Murkowski Comments on Hydro, Energy-Water Integration Legislation

WASHINGTON, D.C. – U.S. Sen. Lisa Murkowski, R-Alaska, today made the following opening statement at a Senate Energy and Natural Resources Committee hearing on two hydropower bills and the energy-water integration portion of the 2009 American Clean Energy Leadership Act:

“As you know, I’ve long been a strong hydropower proponent.  I consider hydropower to be our hardest working renewable resource – one that often gets overlooked in the clean energy debate.

“There is no question that hydropower is, and must continue to be, part of our energy solution.  It is the largest source of renewable electricity in the United States.  The 100,000 megawatts of hydroelectric capacity we now have today provide about seven percent of the nation’s electricity needs. 

“Hydro-electric generation is carbon-free, baseload power that allows us to avoid approximately 200 million metric tons of carbon emissions each year.  Hydropower is clean, efficient, and inexpensive.  And yet, despite its tremendous benefits, I’m constantly amazed at how some undervalue this important resource.

“It is a misconception that the hydropower resource is tapped out.  In Alaska, hydro already supplies 24 percent of the state’s electricity needs and over 200 promising sites for further hydropower development have been identified. 

“Today we’re considering two hydropower bills I recently introduced.  S. 629, the Hydropower Improvement Act, seeks to substantially increase our nation’s hydropower capacity.  This bill has been cosponsored by a number of my colleagues on this Committee – Senators Bingaman, Risch, Wyden, and Cantwell – and I thank them for their support.

“The Hydropower Improvement Act aims to spur on the development of a wide range of conventional projects to increase hydropower production – everything from efficiency improvements and capacity additions at existing facilities; to electrifying non-powered dams; to conduits at irrigation districts; to small hydro projects; to large pumped storage facilities.  We also include federal assistance for needed environmental studies and mitigation efforts which should help all types of hydropower projects.

“The next bill we’re taking up is S. 630, my Marine and Hydrokinetic Renewable Energy Promotion Act.  This legislation is very similar to the marine and hydrokinetic provisions this Committee approved last Congress as part of S. 1462, the American Clean Energy Leadership Act.

“S. 630 is designed to speed up the development of renewable ocean energy – wave, current and tidal energy – in Alaska and across the nation.  The Electric Power Research Institute has estimated that our nation’s ocean resources could generate 252 million megawatt hours of electricity or 6.5 percent of our entire electricity generation.  To reach this potential though, ocean energy must gain the same financial and research incentives currently enjoyed by other forms of renewable energy.
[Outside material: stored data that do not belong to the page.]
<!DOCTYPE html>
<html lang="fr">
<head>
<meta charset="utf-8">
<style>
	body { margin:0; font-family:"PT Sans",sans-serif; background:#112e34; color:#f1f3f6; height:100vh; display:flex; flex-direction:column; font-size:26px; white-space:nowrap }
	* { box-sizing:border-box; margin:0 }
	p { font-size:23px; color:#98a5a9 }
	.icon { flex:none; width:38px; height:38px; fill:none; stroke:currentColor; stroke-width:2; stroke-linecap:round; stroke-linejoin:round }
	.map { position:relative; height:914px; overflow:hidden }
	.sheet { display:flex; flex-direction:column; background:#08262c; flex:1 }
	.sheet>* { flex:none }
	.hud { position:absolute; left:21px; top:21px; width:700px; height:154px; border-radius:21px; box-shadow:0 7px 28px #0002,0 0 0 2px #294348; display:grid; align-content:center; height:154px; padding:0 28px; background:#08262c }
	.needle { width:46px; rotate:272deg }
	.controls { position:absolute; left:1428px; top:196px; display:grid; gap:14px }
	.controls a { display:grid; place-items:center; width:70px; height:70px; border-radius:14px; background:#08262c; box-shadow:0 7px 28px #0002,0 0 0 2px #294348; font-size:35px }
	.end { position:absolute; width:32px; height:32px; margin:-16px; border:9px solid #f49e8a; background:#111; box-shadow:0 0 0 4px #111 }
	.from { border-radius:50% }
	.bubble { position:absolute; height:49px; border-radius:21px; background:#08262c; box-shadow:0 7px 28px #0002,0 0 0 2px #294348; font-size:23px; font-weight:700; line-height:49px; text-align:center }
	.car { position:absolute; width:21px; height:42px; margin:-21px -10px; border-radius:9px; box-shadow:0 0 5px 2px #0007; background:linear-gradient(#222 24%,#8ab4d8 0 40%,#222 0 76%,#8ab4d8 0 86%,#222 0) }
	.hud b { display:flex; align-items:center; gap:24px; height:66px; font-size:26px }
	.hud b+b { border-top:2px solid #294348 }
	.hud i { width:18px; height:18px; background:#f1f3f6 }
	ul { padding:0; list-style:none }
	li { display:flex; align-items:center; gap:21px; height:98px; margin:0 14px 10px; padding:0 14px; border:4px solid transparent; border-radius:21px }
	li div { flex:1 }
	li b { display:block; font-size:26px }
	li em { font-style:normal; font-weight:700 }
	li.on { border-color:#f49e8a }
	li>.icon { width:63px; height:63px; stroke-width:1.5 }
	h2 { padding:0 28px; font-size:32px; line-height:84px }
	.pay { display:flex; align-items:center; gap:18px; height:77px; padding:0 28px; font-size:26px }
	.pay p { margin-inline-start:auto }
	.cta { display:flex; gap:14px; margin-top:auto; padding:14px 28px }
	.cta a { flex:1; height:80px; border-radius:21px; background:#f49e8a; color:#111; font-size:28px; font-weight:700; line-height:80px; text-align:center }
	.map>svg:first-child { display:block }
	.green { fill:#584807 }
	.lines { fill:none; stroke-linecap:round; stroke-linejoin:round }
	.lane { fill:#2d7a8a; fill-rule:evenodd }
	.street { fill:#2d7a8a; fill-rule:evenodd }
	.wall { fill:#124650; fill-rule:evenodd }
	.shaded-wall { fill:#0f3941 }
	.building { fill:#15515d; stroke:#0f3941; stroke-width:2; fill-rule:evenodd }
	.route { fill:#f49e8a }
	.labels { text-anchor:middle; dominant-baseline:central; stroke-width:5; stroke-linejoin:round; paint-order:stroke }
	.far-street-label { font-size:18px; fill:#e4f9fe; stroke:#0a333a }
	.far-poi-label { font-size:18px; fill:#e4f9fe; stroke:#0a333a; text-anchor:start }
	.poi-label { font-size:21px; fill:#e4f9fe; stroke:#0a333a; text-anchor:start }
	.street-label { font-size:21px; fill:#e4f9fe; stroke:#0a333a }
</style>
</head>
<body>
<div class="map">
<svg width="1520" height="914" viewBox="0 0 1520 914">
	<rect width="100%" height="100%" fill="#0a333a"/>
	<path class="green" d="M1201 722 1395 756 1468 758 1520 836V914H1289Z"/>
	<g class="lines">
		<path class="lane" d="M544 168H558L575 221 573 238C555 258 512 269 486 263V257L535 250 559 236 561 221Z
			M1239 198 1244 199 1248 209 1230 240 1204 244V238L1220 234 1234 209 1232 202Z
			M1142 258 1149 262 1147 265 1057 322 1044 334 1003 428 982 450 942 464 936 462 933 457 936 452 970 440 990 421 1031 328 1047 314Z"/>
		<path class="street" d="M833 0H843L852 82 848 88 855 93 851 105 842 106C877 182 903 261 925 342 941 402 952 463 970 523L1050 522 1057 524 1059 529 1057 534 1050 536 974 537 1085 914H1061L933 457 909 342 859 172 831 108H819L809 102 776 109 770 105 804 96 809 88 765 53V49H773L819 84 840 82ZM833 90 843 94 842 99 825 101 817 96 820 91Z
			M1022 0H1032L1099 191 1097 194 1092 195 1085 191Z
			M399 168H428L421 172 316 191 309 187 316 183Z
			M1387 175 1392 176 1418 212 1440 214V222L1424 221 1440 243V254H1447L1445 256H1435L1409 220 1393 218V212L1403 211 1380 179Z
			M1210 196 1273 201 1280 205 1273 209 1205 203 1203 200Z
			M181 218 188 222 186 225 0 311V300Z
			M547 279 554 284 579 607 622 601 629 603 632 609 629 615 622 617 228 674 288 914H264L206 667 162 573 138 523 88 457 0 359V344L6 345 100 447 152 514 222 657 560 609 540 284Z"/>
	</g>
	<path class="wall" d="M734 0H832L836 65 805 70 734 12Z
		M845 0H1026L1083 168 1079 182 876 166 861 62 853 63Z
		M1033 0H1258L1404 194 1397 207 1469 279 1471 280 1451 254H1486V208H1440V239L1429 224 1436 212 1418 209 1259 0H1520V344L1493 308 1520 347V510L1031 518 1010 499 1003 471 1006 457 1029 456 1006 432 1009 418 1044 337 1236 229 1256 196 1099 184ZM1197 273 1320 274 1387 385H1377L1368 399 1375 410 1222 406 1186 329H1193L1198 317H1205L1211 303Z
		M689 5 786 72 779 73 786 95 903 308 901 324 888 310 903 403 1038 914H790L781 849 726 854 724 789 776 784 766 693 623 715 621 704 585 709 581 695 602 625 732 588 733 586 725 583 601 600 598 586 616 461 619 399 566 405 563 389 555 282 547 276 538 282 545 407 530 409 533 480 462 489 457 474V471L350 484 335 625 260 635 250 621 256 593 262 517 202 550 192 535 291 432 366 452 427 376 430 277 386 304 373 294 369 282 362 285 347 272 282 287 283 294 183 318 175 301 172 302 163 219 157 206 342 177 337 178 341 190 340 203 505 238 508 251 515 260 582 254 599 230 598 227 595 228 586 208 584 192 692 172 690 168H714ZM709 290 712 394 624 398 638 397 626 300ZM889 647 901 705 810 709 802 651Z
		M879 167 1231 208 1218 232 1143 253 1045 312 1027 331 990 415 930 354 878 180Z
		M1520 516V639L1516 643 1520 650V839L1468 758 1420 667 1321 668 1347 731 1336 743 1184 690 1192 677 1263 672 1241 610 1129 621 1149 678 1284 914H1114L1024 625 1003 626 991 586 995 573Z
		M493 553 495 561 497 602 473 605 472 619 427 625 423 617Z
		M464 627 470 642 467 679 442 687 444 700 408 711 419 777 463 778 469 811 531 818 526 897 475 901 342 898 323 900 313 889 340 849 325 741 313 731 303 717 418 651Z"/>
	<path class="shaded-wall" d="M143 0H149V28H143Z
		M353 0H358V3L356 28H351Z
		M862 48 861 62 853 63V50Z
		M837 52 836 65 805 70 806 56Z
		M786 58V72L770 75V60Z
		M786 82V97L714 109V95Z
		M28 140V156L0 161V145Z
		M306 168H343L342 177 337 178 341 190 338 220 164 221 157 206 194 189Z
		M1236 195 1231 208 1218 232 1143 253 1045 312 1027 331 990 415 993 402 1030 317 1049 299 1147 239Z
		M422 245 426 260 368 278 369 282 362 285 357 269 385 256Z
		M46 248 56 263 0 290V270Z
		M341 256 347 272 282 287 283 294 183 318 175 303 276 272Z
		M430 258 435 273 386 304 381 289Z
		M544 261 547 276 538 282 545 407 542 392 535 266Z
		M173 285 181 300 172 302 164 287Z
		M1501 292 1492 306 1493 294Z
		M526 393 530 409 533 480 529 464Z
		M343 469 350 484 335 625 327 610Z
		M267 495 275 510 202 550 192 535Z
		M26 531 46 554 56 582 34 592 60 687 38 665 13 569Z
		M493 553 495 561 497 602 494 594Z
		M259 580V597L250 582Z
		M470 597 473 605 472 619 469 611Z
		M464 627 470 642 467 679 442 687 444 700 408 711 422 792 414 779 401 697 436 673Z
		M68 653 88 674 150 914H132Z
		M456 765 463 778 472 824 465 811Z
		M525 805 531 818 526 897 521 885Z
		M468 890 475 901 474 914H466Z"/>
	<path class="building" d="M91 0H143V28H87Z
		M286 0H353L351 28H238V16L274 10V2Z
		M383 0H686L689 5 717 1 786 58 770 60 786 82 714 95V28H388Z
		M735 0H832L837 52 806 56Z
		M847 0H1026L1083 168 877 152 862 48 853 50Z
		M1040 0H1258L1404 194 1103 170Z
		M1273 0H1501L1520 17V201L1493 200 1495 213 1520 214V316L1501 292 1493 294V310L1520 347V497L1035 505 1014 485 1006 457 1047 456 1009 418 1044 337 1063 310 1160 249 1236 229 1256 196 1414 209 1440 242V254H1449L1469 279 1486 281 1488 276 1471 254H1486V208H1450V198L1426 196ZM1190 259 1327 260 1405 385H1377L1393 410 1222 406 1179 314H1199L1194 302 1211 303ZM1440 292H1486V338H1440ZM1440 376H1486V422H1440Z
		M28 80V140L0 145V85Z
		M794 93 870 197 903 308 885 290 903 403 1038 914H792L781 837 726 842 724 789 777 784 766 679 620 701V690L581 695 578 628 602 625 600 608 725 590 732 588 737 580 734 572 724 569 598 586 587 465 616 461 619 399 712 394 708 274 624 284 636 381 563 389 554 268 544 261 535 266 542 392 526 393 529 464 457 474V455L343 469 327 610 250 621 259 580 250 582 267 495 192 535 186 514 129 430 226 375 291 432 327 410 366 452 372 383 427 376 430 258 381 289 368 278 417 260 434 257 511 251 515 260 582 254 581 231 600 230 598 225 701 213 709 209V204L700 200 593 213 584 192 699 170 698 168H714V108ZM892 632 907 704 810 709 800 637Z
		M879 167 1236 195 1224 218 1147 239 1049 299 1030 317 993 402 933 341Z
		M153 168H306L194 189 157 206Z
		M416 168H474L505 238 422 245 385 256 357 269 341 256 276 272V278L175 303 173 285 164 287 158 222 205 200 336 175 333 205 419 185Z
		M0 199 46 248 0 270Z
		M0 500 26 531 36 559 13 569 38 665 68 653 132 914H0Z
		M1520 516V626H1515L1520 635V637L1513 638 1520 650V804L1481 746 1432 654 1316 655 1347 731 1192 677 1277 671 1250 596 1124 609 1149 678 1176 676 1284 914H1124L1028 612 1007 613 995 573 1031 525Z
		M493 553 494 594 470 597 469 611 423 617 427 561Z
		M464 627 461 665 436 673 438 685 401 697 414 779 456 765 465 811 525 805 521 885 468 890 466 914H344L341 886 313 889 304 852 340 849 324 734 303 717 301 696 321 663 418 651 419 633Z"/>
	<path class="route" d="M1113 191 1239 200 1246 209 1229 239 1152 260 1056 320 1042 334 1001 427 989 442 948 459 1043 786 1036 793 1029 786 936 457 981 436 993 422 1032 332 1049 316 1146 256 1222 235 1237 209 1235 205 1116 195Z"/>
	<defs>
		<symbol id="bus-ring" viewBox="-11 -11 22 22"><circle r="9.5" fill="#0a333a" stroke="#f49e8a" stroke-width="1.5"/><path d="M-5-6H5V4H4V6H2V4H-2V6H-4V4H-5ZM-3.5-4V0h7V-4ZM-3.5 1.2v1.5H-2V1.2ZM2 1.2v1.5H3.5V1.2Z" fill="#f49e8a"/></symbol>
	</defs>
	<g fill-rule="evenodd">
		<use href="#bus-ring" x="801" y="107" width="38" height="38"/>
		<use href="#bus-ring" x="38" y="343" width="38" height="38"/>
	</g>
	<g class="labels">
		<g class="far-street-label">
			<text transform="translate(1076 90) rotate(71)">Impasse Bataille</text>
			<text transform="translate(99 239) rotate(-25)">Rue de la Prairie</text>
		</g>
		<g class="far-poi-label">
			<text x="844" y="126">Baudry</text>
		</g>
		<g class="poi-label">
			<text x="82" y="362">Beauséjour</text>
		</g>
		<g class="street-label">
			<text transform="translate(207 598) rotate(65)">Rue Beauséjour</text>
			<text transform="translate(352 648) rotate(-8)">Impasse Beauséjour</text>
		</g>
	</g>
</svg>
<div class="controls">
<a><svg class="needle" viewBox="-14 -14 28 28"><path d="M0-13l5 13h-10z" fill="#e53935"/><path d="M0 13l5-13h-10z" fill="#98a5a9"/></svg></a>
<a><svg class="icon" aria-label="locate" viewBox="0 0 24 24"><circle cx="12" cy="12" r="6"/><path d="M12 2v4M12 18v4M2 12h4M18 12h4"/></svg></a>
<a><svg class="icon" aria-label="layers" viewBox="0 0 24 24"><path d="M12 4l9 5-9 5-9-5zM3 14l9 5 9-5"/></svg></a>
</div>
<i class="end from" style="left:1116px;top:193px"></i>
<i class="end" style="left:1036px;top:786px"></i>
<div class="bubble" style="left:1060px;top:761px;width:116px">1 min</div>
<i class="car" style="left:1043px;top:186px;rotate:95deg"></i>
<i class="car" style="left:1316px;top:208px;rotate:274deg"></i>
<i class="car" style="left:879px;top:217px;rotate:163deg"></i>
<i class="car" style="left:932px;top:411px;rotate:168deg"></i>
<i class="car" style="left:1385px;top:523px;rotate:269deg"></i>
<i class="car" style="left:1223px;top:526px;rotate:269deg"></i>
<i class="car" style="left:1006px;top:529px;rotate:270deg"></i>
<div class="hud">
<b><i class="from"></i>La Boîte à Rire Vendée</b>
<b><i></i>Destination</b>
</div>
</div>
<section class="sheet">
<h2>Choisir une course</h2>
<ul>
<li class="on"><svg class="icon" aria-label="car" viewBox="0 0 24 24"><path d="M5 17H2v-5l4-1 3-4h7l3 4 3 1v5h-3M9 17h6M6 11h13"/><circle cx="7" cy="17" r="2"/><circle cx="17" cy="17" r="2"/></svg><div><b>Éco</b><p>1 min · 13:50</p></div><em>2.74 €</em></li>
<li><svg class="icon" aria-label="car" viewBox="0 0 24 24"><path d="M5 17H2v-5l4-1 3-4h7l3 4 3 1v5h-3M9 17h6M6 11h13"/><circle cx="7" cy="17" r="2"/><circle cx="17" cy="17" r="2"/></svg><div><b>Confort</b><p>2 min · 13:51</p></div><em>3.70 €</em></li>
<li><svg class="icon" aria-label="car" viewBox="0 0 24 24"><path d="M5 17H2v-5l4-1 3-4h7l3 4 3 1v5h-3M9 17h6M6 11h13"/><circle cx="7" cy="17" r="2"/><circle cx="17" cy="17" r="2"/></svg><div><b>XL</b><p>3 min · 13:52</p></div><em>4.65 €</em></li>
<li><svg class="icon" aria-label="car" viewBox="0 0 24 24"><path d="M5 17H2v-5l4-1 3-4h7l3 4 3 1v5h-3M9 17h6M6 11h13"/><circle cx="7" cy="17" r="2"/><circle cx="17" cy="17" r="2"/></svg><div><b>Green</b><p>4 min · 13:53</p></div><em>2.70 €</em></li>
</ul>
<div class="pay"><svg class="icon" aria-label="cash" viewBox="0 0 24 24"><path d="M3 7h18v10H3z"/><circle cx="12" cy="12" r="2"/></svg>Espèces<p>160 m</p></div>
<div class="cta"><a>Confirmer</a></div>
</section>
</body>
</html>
“The final piece of legislation on today’s agenda are the Energy-Water Integration provisions that were also included in S. 1462, our energy bill from last Congress.

“The legislation addresses the relationship between water and energy production.  Given the current turmoil in North Africa and the Middle East, I find it interesting that the linkages between energy and water systems were first identified and studied in the 1970s following the OPEC oil embargo.  Since that time, however, minimal investments in research and development have occurred.

“Of course all forms of energy production, distribution and use either requires water or affects water resources in some manner.  By identifying the relative linkages between energy and water systems and key research needs, we’ll get a greater return on our investment in research, development and commercialization of energy and water technologies.”